- **WORK TASK**
Where a line holds the word "this", copy it from the records.

- **DATA RECORDS**

_ _ _

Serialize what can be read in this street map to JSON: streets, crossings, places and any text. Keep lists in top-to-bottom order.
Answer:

_ _ _

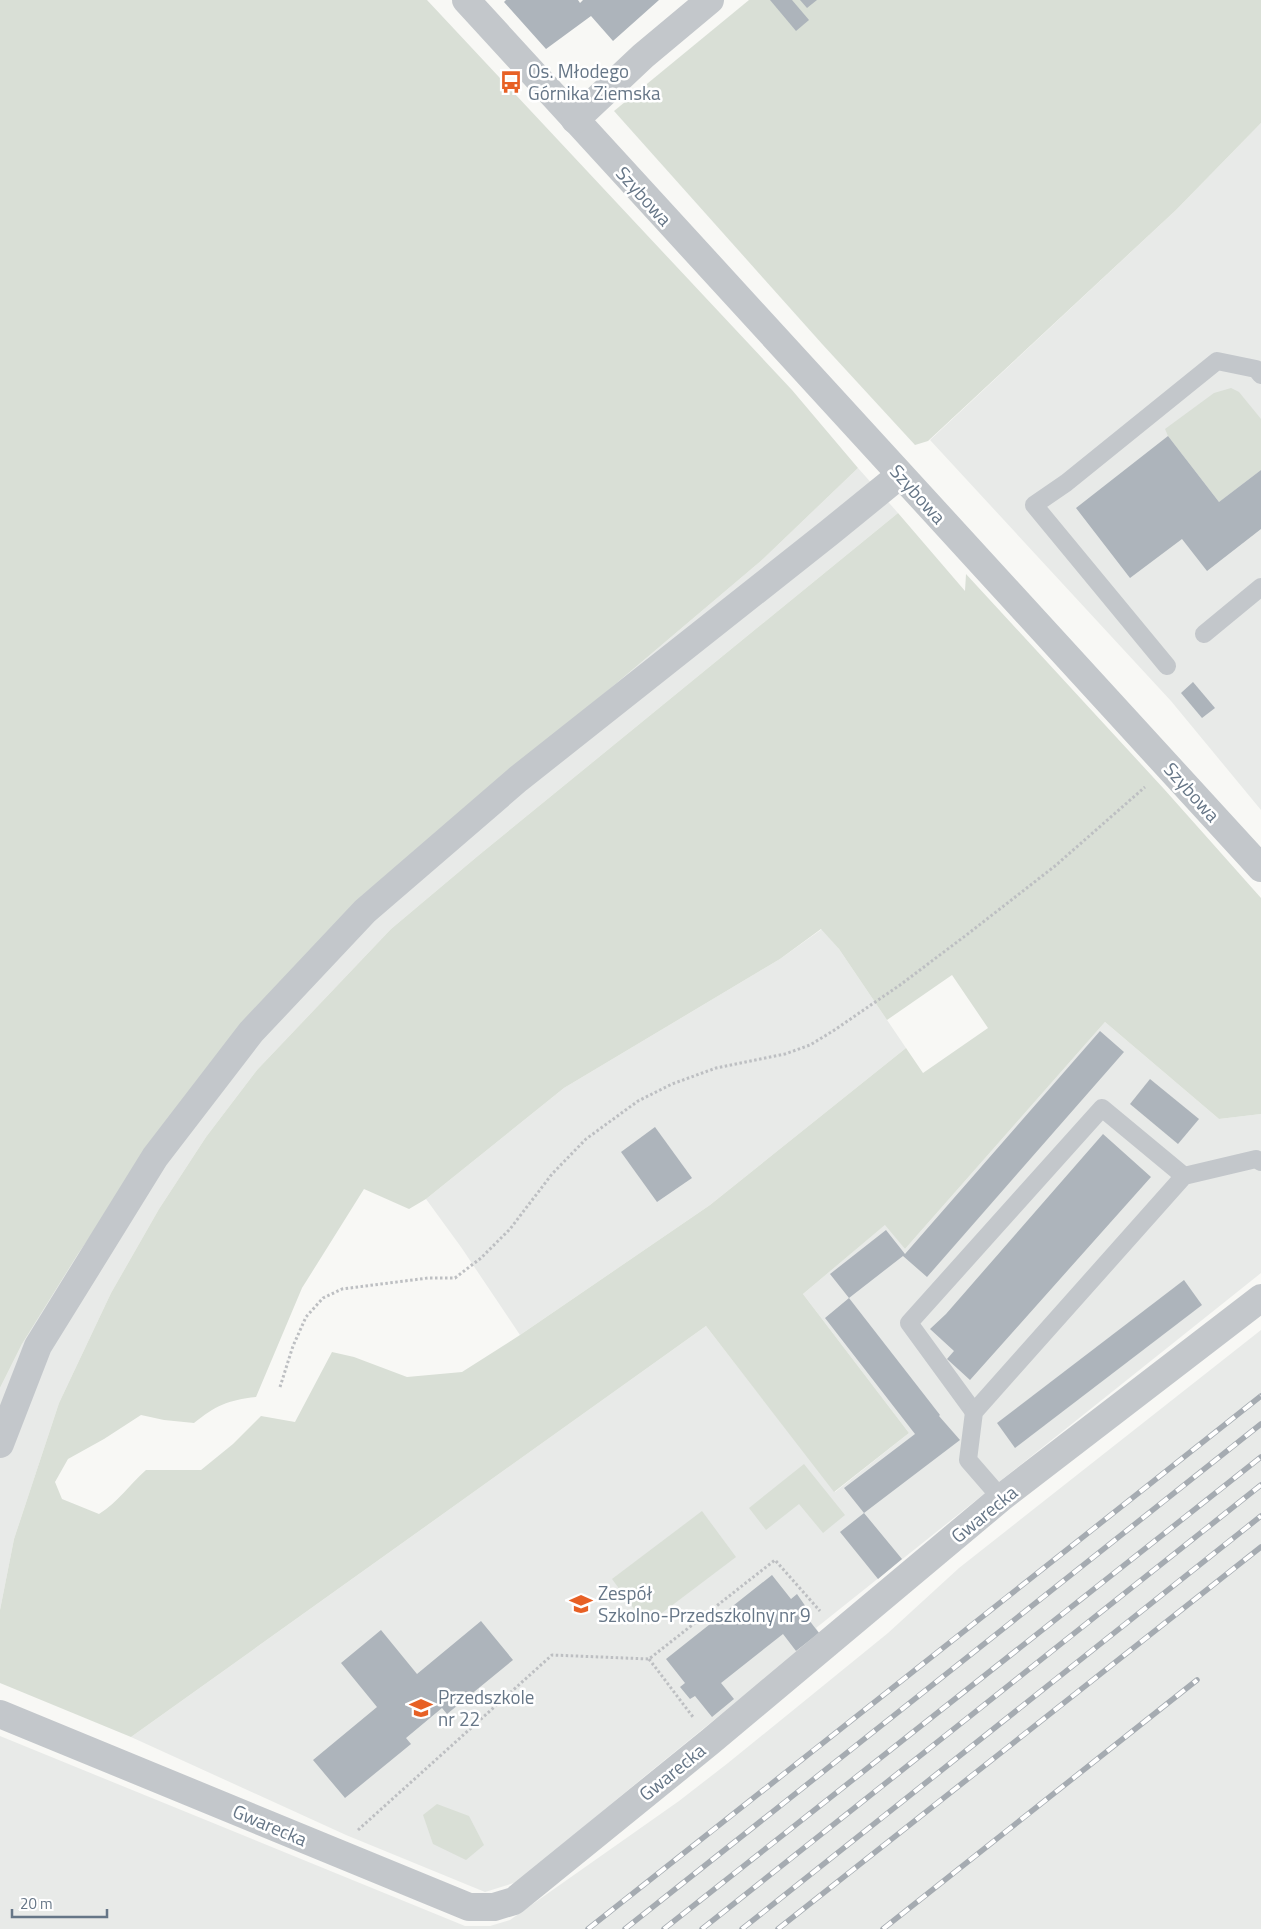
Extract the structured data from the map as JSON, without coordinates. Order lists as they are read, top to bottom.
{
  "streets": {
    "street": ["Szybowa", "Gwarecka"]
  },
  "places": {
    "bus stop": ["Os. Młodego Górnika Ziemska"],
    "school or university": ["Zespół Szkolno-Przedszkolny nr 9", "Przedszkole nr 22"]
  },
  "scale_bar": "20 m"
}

_ _ _

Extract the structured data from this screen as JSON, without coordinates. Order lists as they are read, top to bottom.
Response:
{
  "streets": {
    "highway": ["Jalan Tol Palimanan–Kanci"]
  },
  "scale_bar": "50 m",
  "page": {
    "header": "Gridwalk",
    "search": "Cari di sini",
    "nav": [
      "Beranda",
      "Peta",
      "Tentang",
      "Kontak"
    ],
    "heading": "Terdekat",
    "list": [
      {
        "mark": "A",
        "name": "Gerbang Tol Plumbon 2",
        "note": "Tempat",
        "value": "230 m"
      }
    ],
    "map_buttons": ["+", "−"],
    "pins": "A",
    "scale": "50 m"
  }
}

_ _ _

- **FINISHED TASK**
Serialize what can be read in this street map to JSON: streets, crossings, places and any text. Keep lists in top-to-bottom order.
Extract the structured data from this screen as JSON, without coordinates. Order lists as they are read, top to bottom.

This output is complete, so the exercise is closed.